Maroc : adaptation réussie pour Abdelilah Benkirane

Il jure n’avoir rien changé, mais le chef du gouvernement marocain, Abdelilah Benkirane, a pris ses marques, épaulé par des collaborateurs dévoués et une administration bienveillante.

Le Premier ministre gère son nouveau statut avec philosophie. © D.R

Le Premier ministre gère son nouveau statut avec philosophie. © D.R

Publié le 26 avril 2012 Lecture : 3 minutes.

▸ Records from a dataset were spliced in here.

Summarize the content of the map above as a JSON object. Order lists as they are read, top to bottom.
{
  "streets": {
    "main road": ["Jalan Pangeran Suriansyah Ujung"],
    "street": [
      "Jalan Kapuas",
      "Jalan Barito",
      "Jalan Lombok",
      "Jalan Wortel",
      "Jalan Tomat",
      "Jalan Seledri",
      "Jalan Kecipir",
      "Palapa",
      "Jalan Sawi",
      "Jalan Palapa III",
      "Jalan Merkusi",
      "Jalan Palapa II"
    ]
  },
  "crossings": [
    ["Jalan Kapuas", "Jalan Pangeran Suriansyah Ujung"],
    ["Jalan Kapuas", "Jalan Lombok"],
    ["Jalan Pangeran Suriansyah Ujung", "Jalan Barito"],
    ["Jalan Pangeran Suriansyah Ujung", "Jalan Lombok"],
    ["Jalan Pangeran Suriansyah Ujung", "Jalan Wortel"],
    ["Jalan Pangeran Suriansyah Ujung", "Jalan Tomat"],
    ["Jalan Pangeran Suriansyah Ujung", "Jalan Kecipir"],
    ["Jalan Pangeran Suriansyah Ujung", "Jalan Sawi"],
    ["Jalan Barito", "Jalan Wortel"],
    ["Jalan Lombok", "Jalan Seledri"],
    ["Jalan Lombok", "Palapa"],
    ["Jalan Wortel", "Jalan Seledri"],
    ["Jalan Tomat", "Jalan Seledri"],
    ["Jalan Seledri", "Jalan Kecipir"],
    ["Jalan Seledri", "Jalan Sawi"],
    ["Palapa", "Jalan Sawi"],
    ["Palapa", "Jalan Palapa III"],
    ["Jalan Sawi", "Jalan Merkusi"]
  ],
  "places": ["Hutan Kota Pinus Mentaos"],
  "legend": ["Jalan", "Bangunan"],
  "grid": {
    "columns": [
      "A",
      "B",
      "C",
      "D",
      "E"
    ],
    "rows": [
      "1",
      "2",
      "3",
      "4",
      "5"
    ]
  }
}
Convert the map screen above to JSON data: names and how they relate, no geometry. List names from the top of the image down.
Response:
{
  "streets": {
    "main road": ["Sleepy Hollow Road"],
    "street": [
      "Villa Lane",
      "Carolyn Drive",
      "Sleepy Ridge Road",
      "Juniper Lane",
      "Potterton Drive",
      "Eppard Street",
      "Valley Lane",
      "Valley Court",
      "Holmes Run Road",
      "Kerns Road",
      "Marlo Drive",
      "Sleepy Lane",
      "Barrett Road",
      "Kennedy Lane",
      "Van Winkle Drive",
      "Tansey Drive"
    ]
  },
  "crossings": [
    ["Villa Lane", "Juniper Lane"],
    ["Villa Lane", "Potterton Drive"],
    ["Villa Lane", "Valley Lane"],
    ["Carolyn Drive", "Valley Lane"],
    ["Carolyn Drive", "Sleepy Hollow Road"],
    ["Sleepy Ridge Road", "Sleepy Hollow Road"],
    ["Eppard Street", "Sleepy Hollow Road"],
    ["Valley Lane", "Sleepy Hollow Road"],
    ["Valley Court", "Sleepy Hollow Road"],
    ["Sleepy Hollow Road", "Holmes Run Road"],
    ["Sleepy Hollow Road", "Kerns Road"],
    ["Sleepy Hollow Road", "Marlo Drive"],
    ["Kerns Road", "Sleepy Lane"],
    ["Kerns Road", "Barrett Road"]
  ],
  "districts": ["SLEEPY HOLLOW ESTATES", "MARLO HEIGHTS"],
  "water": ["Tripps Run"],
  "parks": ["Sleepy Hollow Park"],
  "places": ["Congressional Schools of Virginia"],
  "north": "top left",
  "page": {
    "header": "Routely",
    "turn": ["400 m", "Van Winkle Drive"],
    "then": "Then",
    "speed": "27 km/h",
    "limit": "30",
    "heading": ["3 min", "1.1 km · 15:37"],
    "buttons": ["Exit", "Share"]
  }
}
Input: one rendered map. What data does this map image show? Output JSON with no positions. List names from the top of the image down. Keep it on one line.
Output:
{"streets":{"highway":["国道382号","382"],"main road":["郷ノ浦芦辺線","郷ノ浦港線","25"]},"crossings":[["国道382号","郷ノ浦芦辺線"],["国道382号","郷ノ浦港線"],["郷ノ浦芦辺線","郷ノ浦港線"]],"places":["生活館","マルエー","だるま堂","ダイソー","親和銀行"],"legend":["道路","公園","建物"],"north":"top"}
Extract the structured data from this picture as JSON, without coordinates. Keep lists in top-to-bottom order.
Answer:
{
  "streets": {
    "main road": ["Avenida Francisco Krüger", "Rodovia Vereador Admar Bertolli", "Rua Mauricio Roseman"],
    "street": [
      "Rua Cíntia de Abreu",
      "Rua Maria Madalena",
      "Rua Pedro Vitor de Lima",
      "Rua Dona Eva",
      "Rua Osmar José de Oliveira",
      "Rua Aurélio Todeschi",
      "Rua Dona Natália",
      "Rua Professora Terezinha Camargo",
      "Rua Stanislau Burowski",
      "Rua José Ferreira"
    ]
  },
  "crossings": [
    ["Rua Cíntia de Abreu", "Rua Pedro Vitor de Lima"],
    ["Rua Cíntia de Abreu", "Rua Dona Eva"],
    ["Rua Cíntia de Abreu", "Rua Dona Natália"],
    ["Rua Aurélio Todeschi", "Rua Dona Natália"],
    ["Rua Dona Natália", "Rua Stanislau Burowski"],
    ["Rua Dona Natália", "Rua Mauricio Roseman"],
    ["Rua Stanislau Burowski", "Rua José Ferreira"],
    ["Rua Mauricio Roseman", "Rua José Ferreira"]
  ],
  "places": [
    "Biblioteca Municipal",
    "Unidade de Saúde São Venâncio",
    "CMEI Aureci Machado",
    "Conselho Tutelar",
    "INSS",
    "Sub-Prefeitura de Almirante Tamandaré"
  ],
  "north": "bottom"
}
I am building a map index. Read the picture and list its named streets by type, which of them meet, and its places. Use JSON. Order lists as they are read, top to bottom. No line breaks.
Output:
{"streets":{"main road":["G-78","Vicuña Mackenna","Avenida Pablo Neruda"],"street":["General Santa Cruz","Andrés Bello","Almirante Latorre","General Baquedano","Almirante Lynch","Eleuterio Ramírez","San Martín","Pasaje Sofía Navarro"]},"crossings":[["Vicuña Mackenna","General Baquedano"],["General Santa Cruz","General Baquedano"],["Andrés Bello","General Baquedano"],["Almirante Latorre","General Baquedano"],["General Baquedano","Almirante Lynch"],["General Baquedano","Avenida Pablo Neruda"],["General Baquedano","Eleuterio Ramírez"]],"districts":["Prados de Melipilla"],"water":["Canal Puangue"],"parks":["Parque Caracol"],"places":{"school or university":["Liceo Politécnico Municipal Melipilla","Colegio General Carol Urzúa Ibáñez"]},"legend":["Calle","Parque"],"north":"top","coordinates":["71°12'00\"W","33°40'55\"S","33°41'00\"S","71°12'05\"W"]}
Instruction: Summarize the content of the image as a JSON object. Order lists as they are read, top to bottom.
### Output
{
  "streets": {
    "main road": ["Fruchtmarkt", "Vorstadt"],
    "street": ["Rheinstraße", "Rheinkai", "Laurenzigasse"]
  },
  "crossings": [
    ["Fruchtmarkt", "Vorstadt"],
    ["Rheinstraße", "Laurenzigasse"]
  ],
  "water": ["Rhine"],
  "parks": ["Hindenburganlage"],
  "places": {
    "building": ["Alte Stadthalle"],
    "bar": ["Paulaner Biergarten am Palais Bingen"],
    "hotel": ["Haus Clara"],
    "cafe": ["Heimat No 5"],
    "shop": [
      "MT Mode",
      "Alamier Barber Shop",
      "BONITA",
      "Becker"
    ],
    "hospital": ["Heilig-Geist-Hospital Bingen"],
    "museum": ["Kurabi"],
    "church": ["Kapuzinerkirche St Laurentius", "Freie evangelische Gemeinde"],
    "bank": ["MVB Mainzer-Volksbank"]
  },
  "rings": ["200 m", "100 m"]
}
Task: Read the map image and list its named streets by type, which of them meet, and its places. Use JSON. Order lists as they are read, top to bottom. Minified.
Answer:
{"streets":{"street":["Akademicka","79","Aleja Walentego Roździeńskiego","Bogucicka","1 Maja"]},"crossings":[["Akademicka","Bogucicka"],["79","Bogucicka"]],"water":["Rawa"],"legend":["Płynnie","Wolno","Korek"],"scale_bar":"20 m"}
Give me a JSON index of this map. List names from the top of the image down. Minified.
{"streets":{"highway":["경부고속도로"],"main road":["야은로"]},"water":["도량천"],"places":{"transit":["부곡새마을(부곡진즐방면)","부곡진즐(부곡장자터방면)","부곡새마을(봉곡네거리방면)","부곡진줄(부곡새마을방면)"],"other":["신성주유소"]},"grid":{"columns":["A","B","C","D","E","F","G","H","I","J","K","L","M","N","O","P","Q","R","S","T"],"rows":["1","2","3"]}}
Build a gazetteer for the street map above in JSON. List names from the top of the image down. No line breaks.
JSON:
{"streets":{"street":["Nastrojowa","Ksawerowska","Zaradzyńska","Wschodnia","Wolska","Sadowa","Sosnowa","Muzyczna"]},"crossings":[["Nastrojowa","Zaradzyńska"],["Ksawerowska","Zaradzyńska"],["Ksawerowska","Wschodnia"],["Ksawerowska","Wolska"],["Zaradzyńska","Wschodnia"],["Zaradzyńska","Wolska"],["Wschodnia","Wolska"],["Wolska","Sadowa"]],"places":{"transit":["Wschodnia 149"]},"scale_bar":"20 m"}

Le téléphone portable demeure le meilleur compagnon d’Abdelilah Benkirane. Ou plutôt les téléphones. Il a confié le premier à son assistante pour filtrer les appels. Des amis et militants continuent de le joindre pour le féliciter, exprimer une doléance ou simplement bavarder. Cette avalanche de sonneries a eu raison de la disponibilité légendaire du chef du gouvernement marocain, lui qui donnait généreusement son numéro aux diplômés-chômeurs massés près du siège du PJD, dès le lendemain des législatives. Il a, depuis, un second portable, plus officiel, qu’il tente d’utiliser avec parcimonie. Les numéros inconnus sont notés, et Benkirane peut vous rappeler à 23 heures en vous demandant tout de go ce que vous lui voulez.

« C’est encore plus difficile que tout ce que l’on pouvait imaginer », concède-t-il. L’homme qui nous accueille dans son bureau du Méchouar, l’enceinte du palais royal de Rabat, n’est ni tout à fait le même, ni tout à fait un autre.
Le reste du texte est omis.